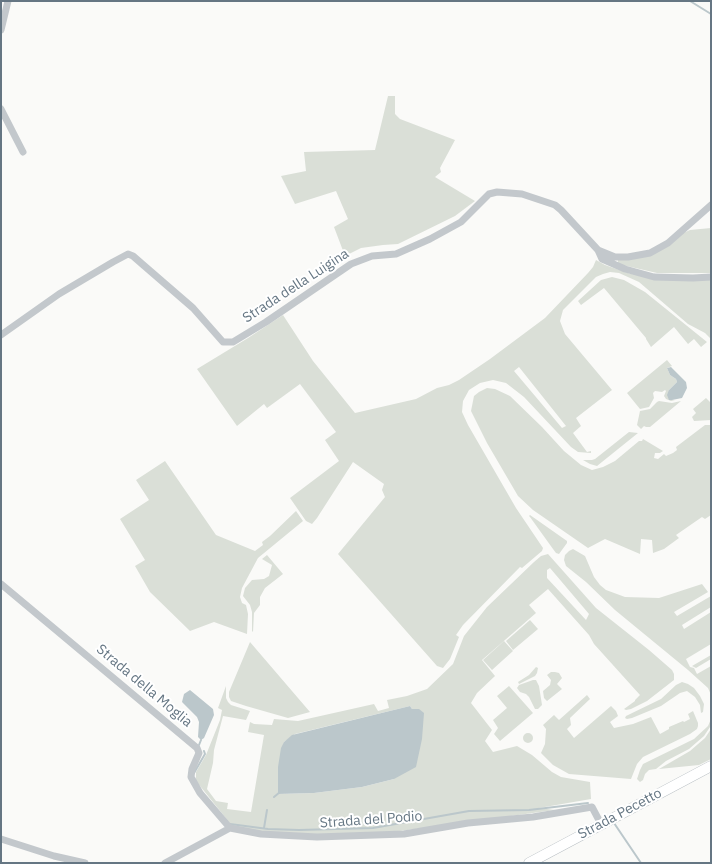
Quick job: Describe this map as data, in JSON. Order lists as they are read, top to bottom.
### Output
{
  "streets": {
    "main road": ["Strada Pecetto"],
    "street": ["Strada della Luigina", "Strada della Moglia", "Strada del Podio"]
  },
  "crossings": [
    ["Strada della Moglia", "Strada del Podio"],
    ["Strada Pecetto", "Strada del Podio"]
  ]
}
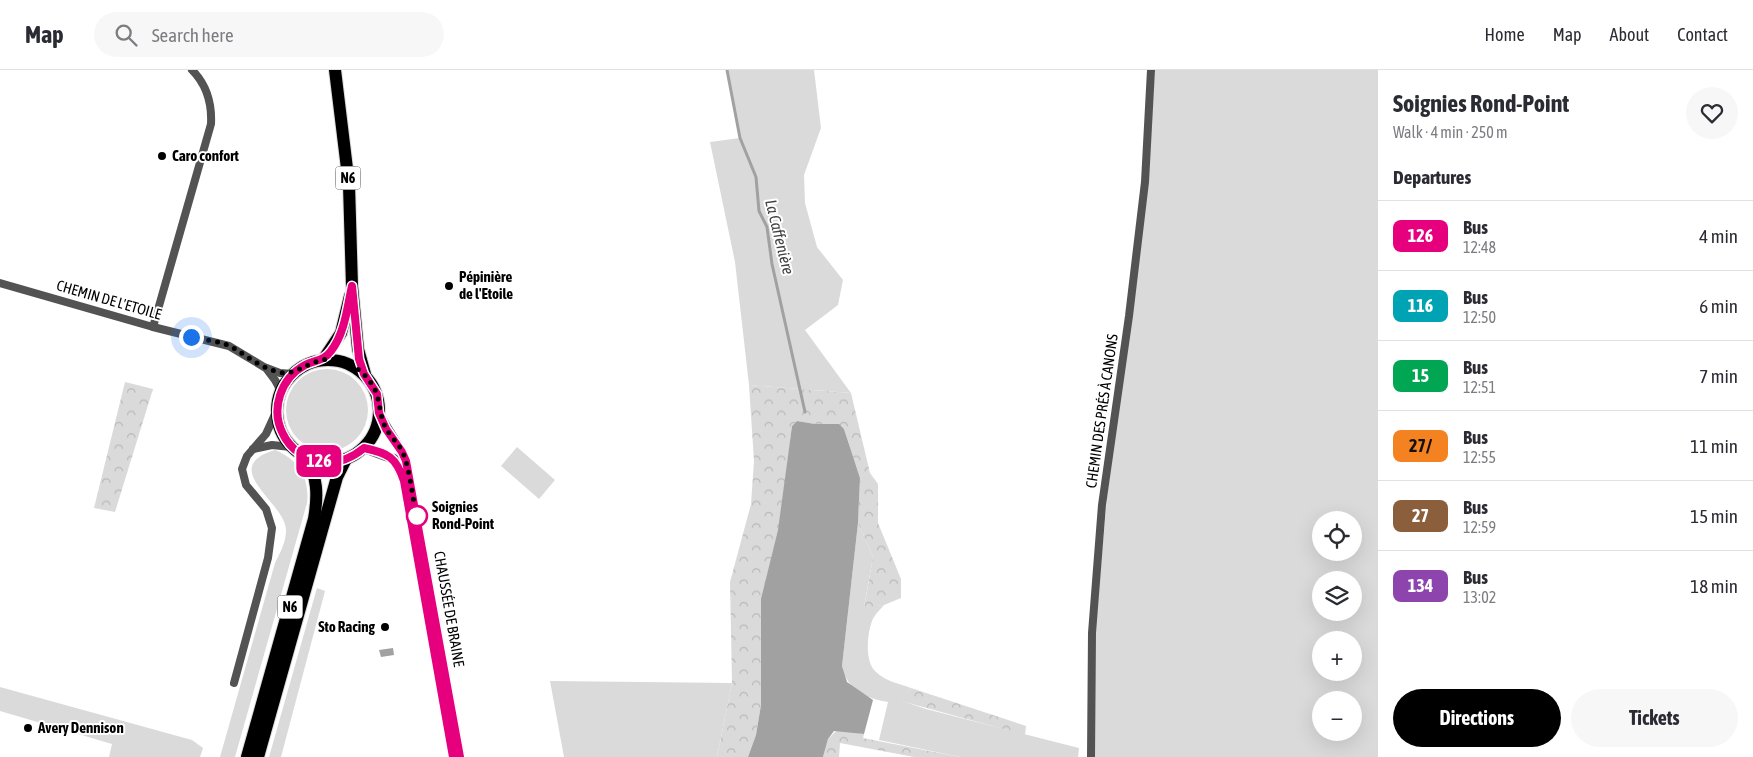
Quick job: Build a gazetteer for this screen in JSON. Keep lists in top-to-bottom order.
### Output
{
  "streets": {
    "main road": ["N6"],
    "street": ["CHEMIN DE L'ETOILE", "CHEMIN DES PRÉS À CANONS", "CHAUSSÉE DE BRAINE"]
  },
  "crossings": [
    ["N6", "CHEMIN DE L'ETOILE"],
    ["N6", "CHAUSSÉE DE BRAINE"],
    ["CHEMIN DE L'ETOILE", "CHAUSSÉE DE BRAINE"]
  ],
  "water": ["La Caffenière"],
  "places": [
    "Caro confort",
    "Pépinière de l'Etoile",
    "Soignies Rond-Point",
    "Sto Racing",
    "Avery Dennison"
  ],
  "lines": ["bus line 126"],
  "page": {
    "header": "Map",
    "search": "Search here",
    "nav": [
      "Home",
      "Map",
      "About",
      "Contact"
    ],
    "on_map": "126",
    "heading": [
      ["Soignies Rond-Point", "Walk · 4 min · 250 m"],
      "Departures"
    ],
    "list": [
      {
        "mark": "126",
        "name": "Bus",
        "note": "12:48",
        "value": "4 min"
      },
      {
        "mark": "116",
        "name": "Bus",
        "note": "12:50",
        "value": "6 min"
      },
      {
        "mark": "15",
        "name": "Bus",
        "note": "12:51",
        "value": "7 min"
      },
      {
        "mark": "27/",
        "name": "Bus",
        "note": "12:55",
        "value": "11 min"
      },
      {
        "mark": "27",
        "name": "Bus",
        "note": "12:59",
        "value": "15 min"
      },
      {
        "mark": "134",
        "name": "Bus",
        "note": "13:02",
        "value": "18 min"
      }
    ],
    "map_buttons": ["+", "−"],
    "buttons": ["Directions", "Tickets"]
  }
}
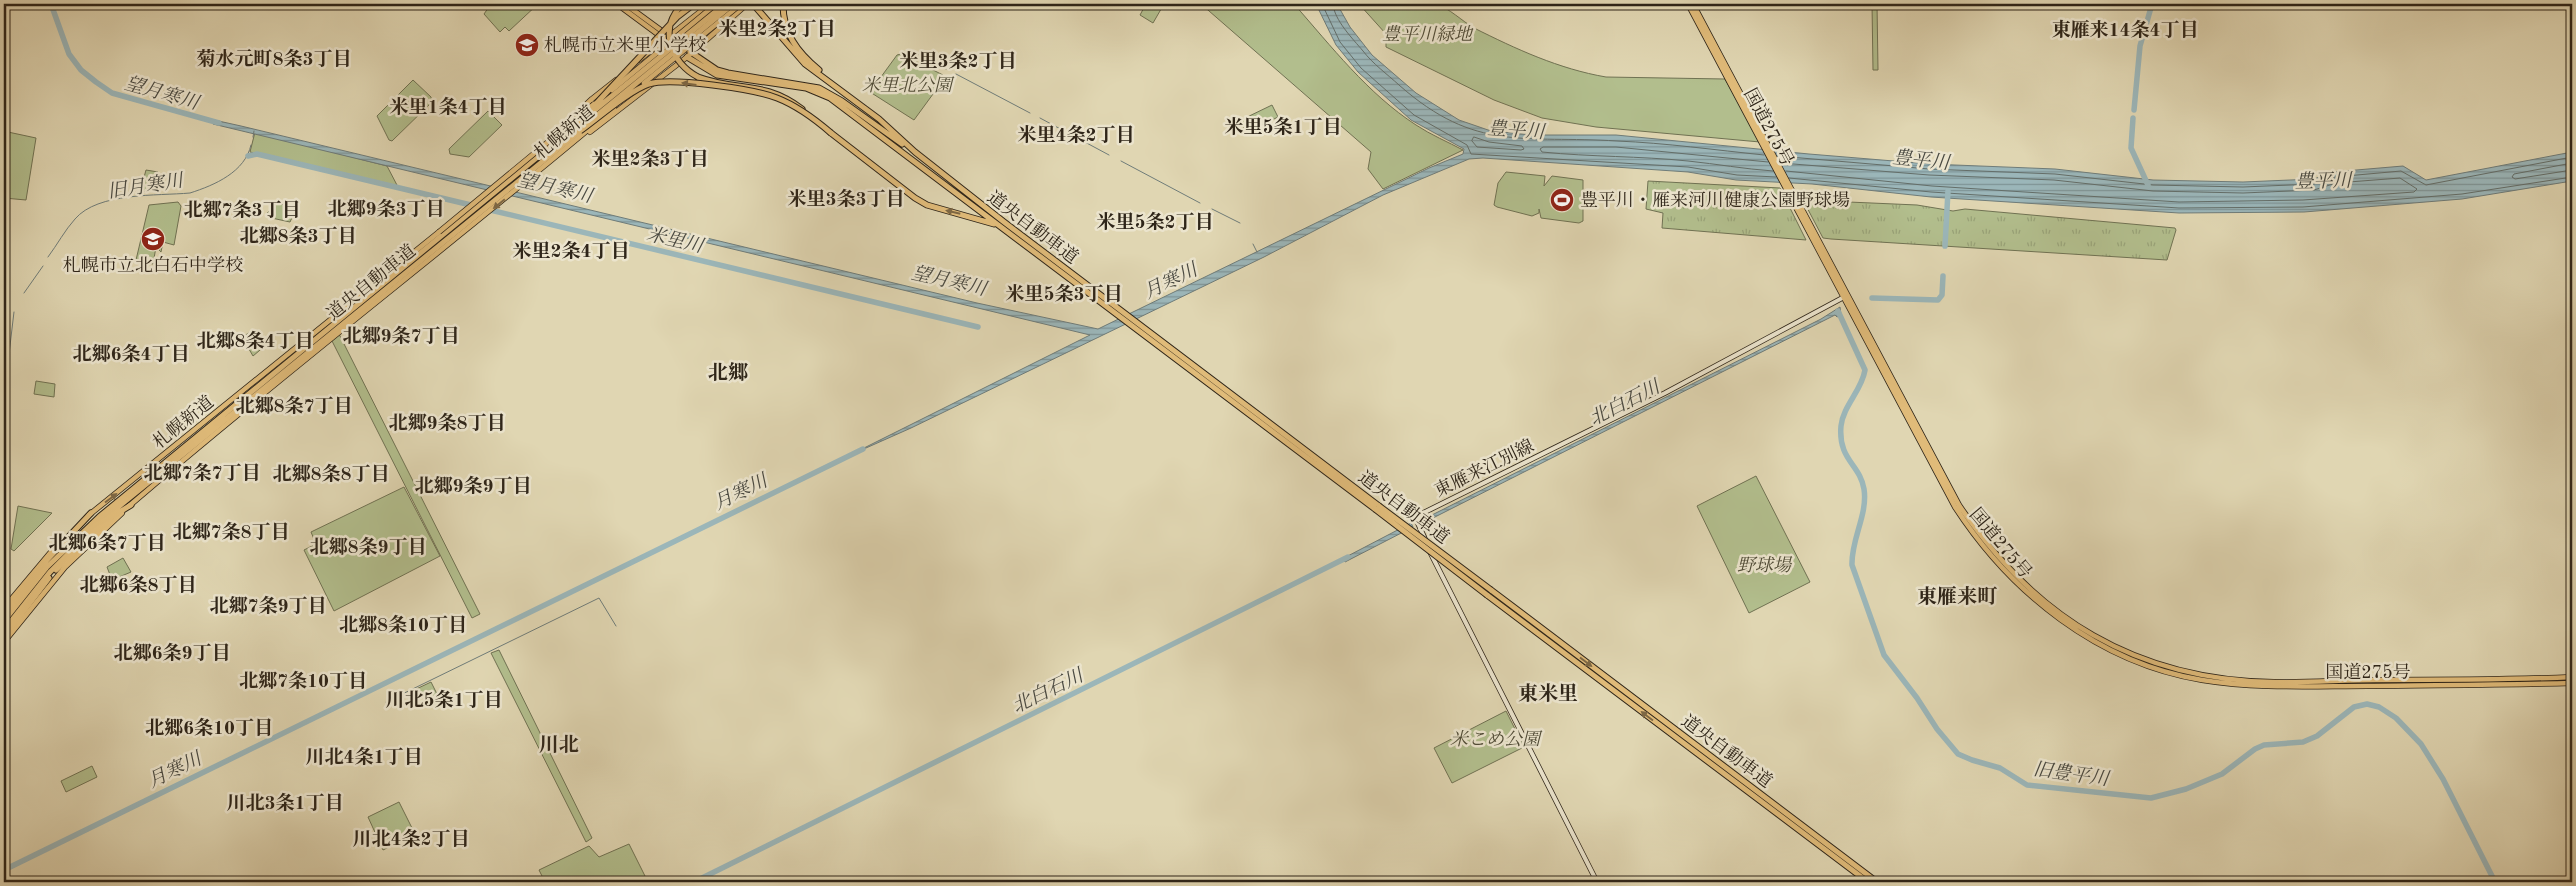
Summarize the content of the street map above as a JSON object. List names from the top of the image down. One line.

====

Your goal: Drop the images and quote the entries word for word.

Response:
Quick job: Describe this map as data, in JSON. Order lists as they are read, top to bottom.
### Output
{
  "streets": {
    "main road": ["Strada Pecetto"],
    "street": ["Strada della Luigina", "Strada della Moglia", "Strada del Podio"]
  },
  "crossings": [
    ["Strada della Moglia", "Strada del Podio"],
    ["Strada Pecetto", "Strada del Podio"]
  ]
}
Quick job: Build a gazetteer for this screen in JSON. Keep lists in top-to-bottom order.
### Output
{
  "streets": {
    "main road": ["N6"],
    "street": ["CHEMIN DE L'ETOILE", "CHEMIN DES PRÉS À CANONS", "CHAUSSÉE DE BRAINE"]
  },
  "crossings": [
    ["N6", "CHEMIN DE L'ETOILE"],
    ["N6", "CHAUSSÉE DE BRAINE"],
    ["CHEMIN DE L'ETOILE", "CHAUSSÉE DE BRAINE"]
  ],
  "water": ["La Caffenière"],
  "places": [
    "Caro confort",
    "Pépinière de l'Etoile",
    "Soignies Rond-Point",
    "Sto Racing",
    "Avery Dennison"
  ],
  "lines": ["bus line 126"],
  "page": {
    "header": "Map",
    "search": "Search here",
    "nav": [
      "Home",
      "Map",
      "About",
      "Contact"
    ],
    "on_map": "126",
    "heading": [
      ["Soignies Rond-Point", "Walk · 4 min · 250 m"],
      "Departures"
    ],
    "list": [
      {
        "mark": "126",
        "name": "Bus",
        "note": "12:48",
        "value": "4 min"
      },
      {
        "mark": "116",
        "name": "Bus",
        "note": "12:50",
        "value": "6 min"
      },
      {
        "mark": "15",
        "name": "Bus",
        "note": "12:51",
        "value": "7 min"
      },
      {
        "mark": "27/",
        "name": "Bus",
        "note": "12:55",
        "value": "11 min"
      },
      {
        "mark": "27",
        "name": "Bus",
        "note": "12:59",
        "value": "15 min"
      },
      {
        "mark": "134",
        "name": "Bus",
        "note": "13:02",
        "value": "18 min"
      }
    ],
    "map_buttons": ["+", "−"],
    "buttons": ["Directions", "Tickets"]
  }
}
Summarize the content of the street map above as a JSON object. List names from the top of the image down. One line.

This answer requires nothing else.